• _Exercise brief_
Extract the final stretch of the data: the line that contains "Map reading. Build" and every line after it, unaltered, and no other lines.

....................

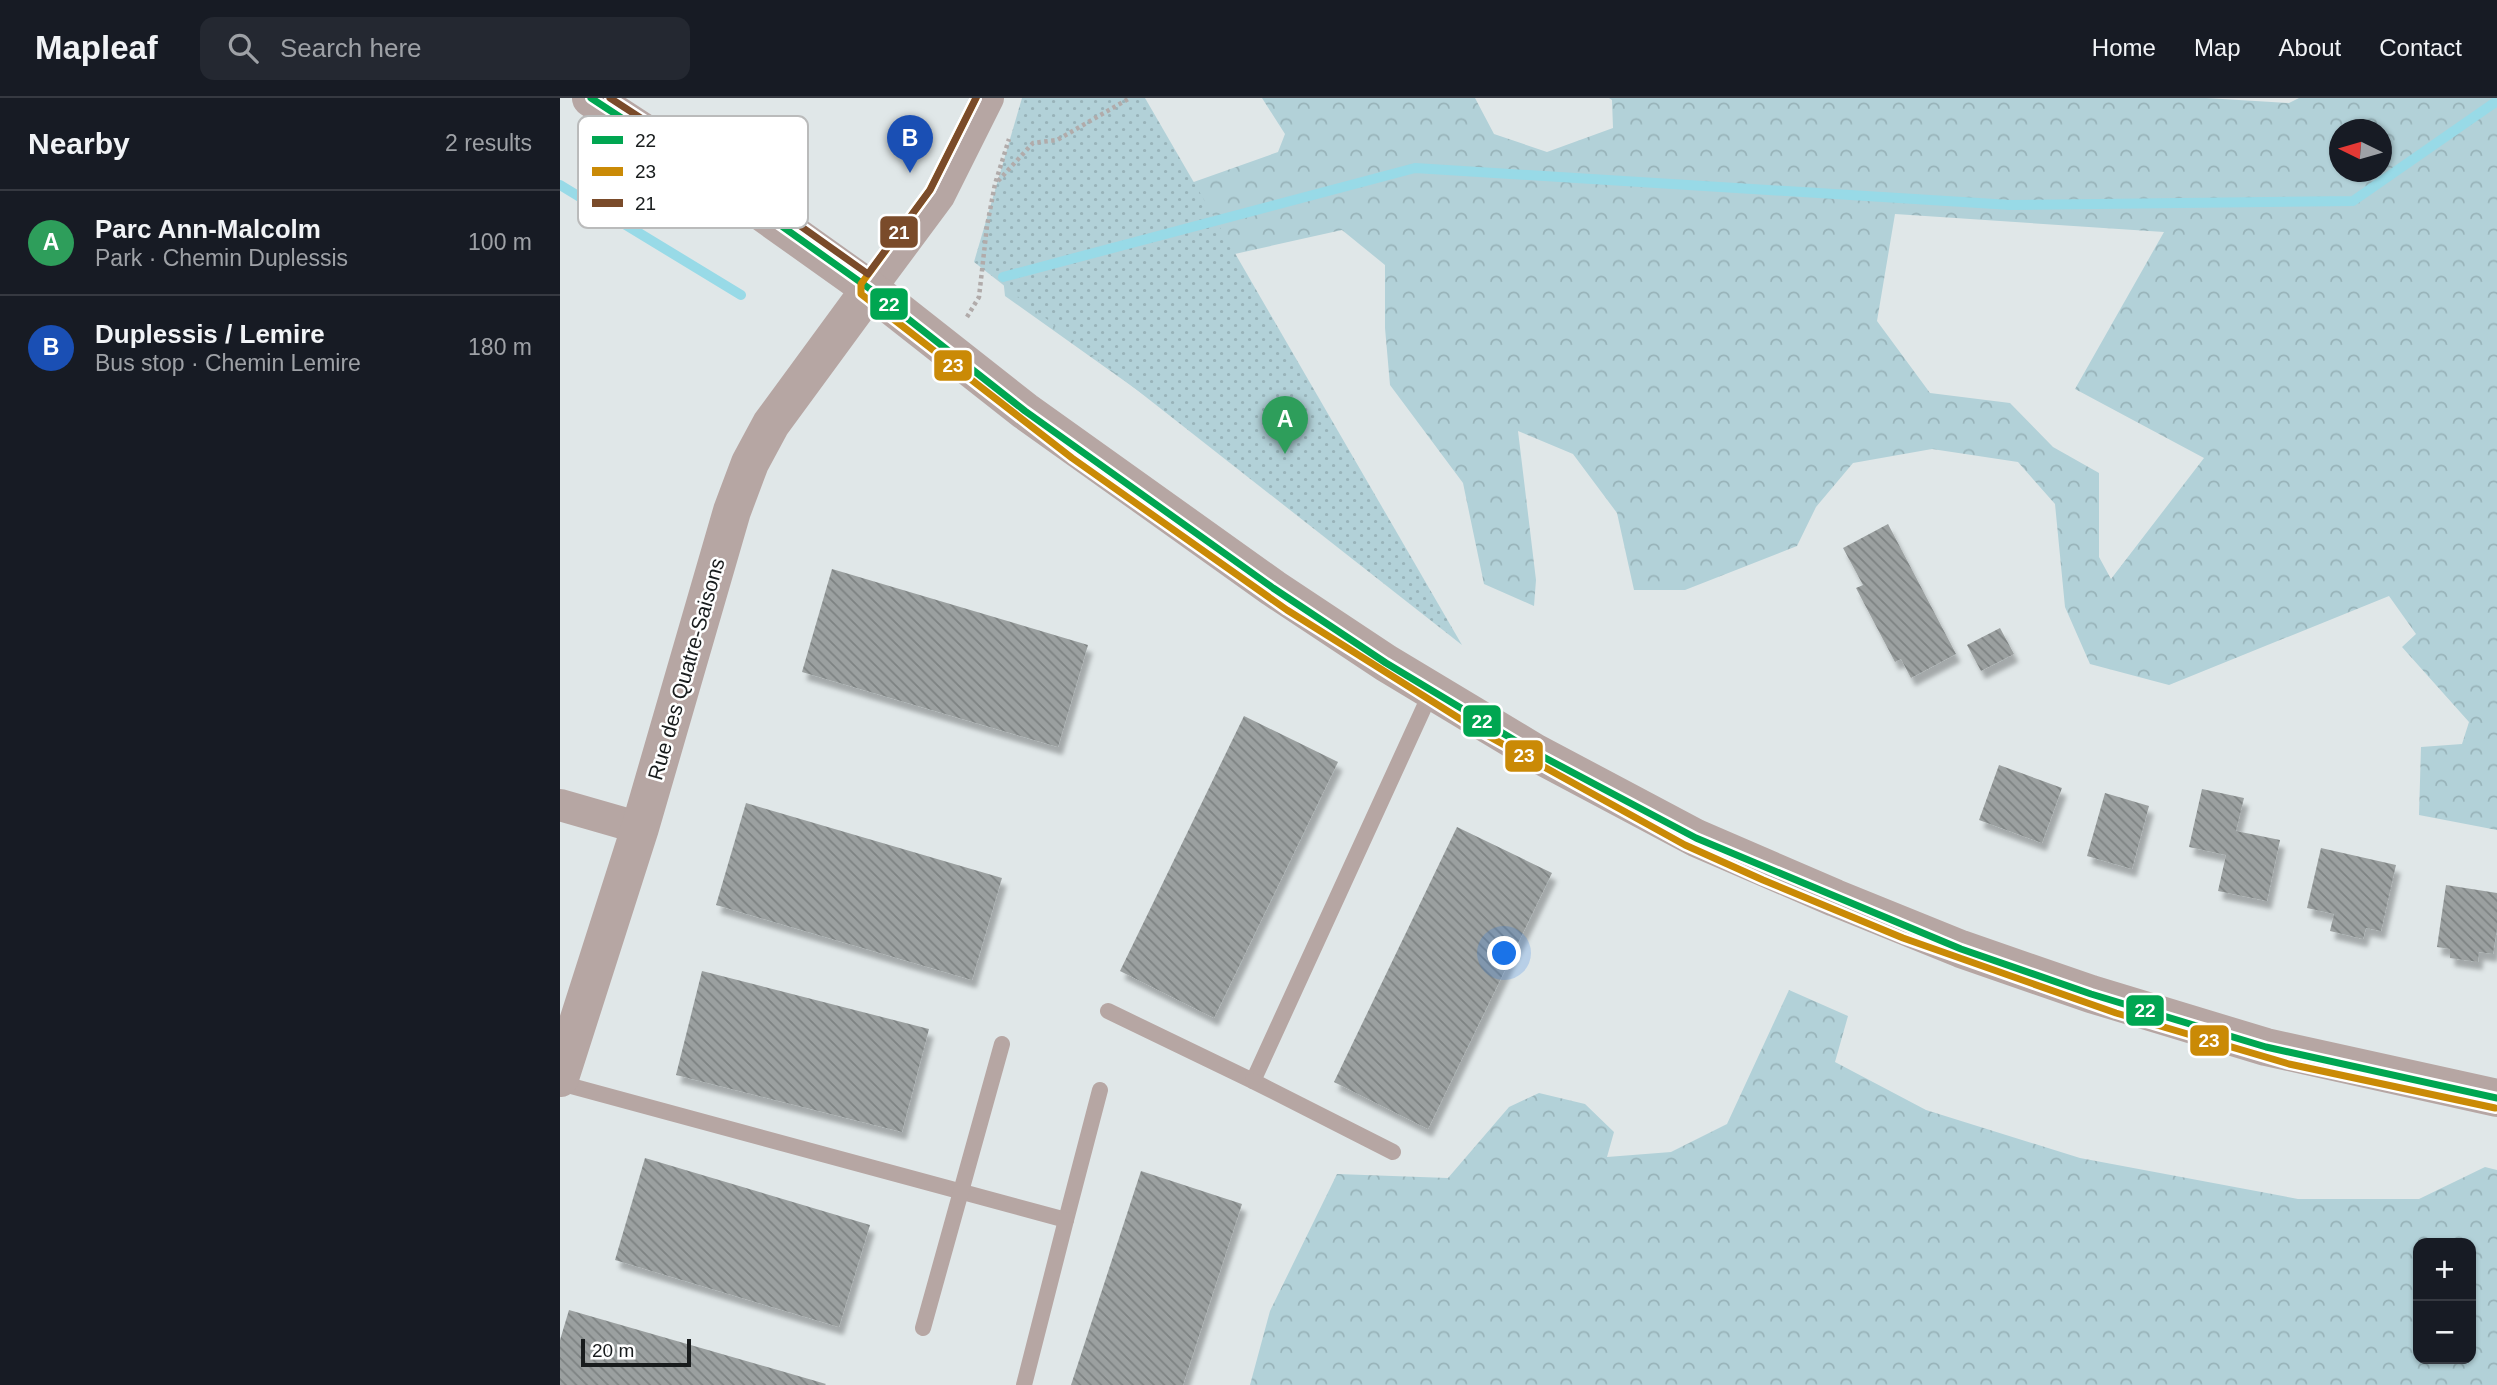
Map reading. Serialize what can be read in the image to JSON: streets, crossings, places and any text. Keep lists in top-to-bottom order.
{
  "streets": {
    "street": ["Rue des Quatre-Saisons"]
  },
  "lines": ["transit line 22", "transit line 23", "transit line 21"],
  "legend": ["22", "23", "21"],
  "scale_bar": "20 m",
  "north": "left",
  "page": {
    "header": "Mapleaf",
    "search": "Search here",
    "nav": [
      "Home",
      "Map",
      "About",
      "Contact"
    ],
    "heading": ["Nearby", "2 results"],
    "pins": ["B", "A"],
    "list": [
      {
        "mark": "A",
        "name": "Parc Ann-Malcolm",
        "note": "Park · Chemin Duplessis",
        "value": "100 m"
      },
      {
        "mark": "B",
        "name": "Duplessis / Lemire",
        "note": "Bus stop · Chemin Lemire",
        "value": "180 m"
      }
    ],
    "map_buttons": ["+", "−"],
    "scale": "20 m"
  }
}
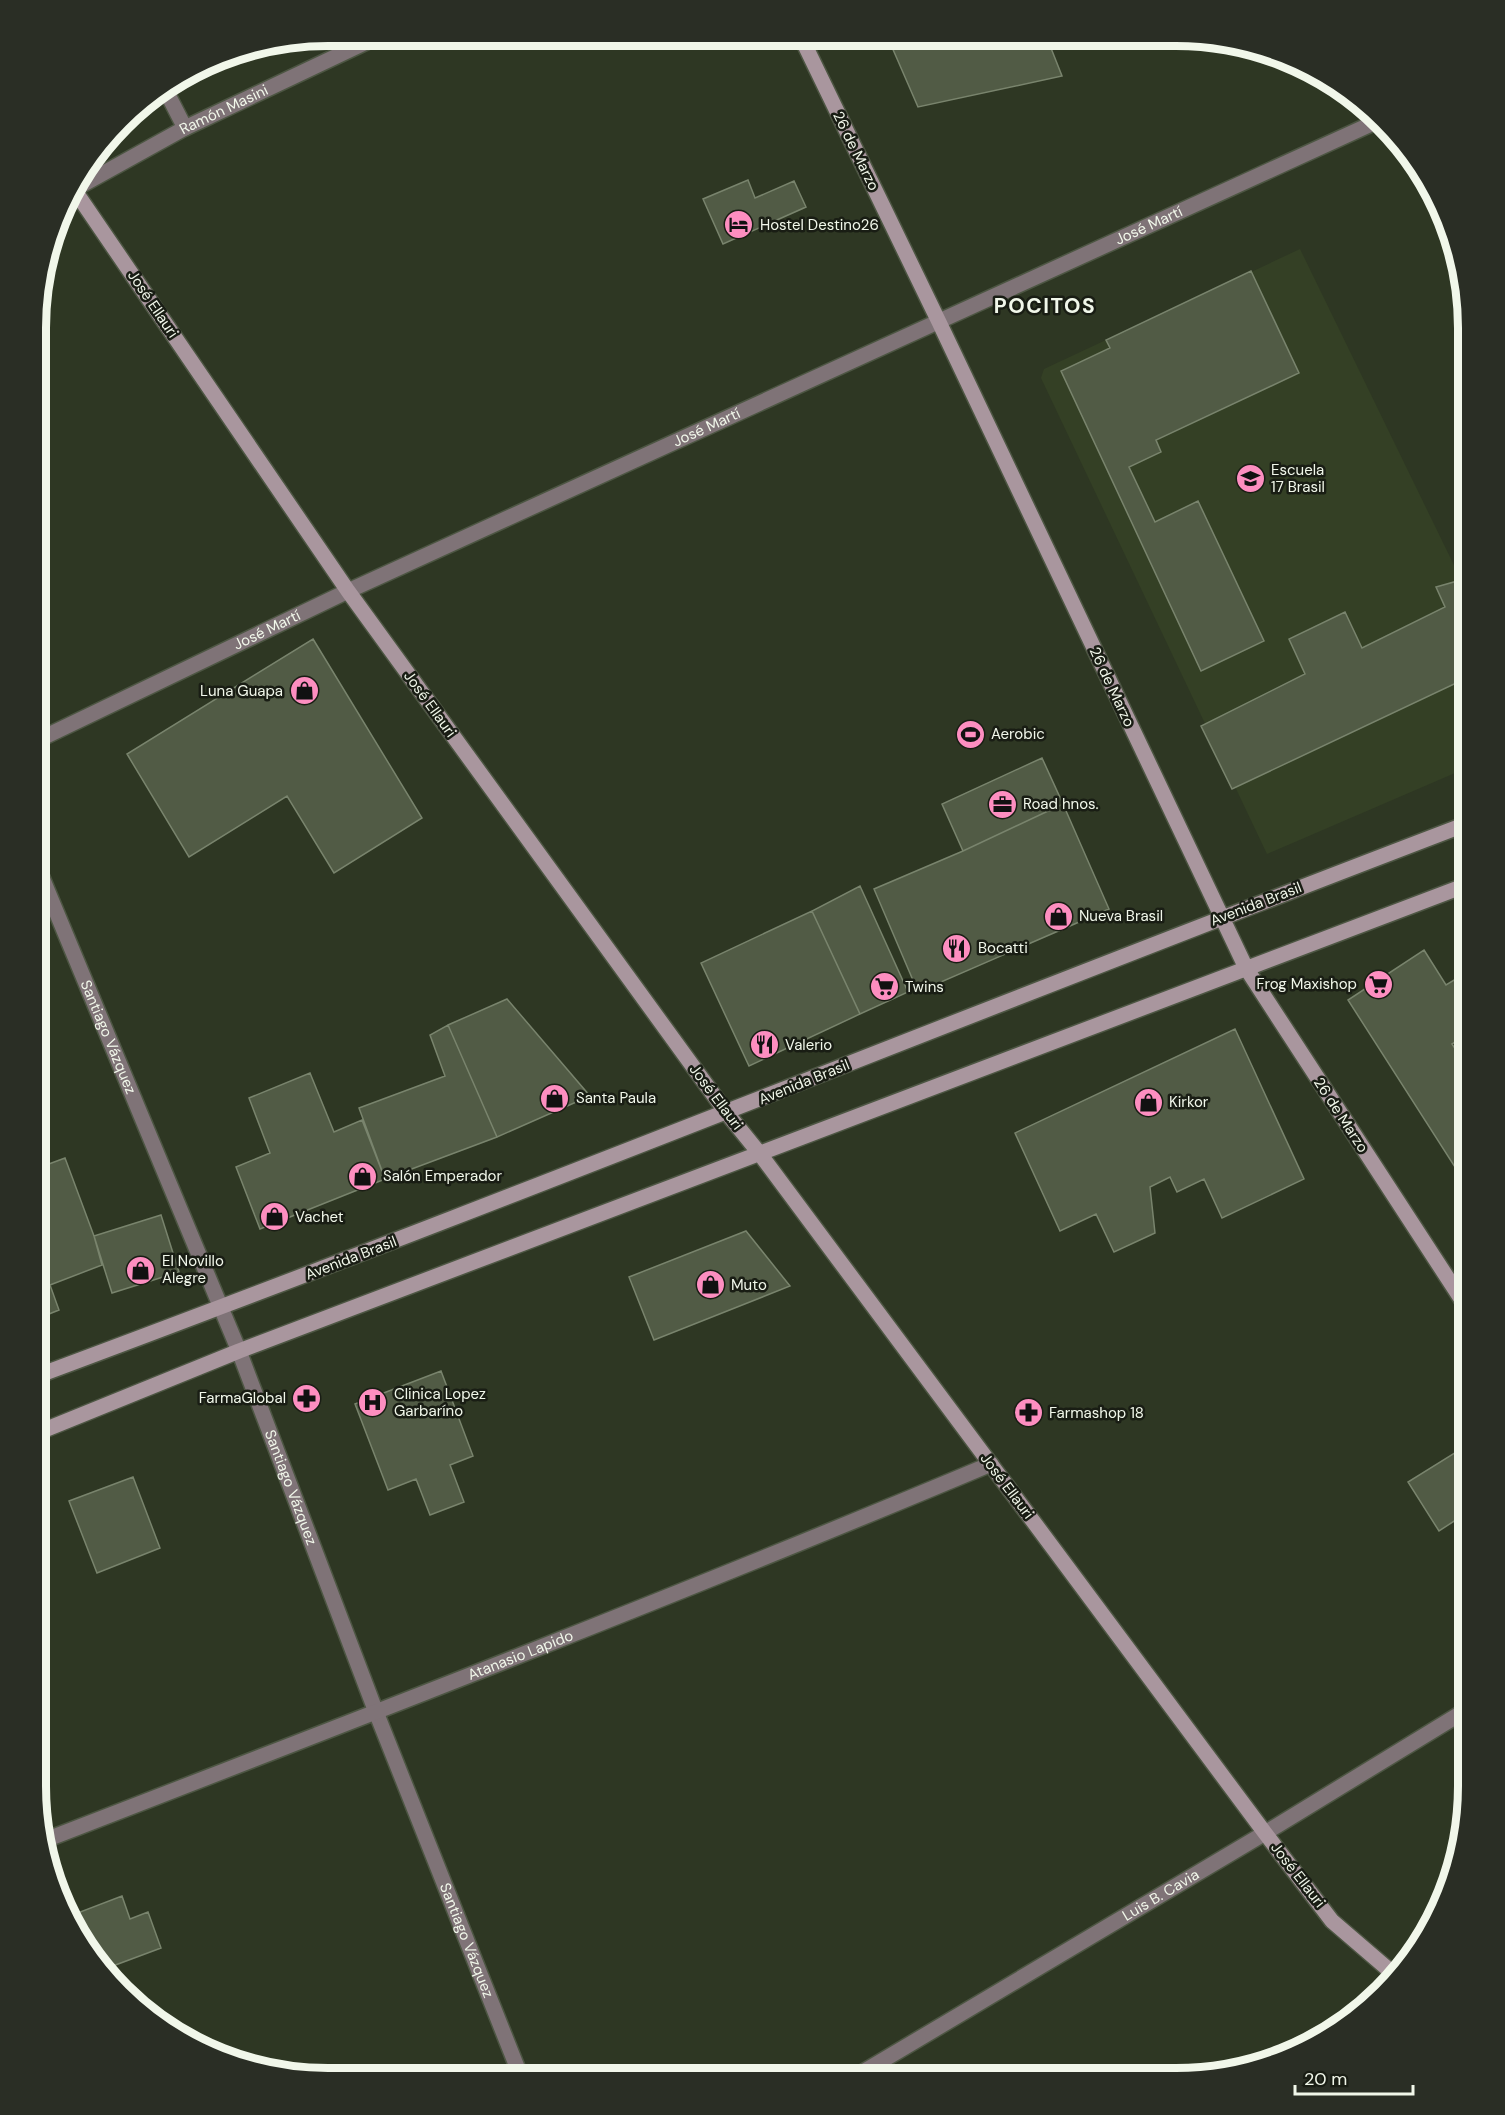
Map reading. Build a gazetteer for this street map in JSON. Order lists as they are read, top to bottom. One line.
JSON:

....................

• _Solution to this problem_
Map reading. Build a gazetteer for this street map in JSON. Order lists as they are read, top to bottom. One line.
JSON:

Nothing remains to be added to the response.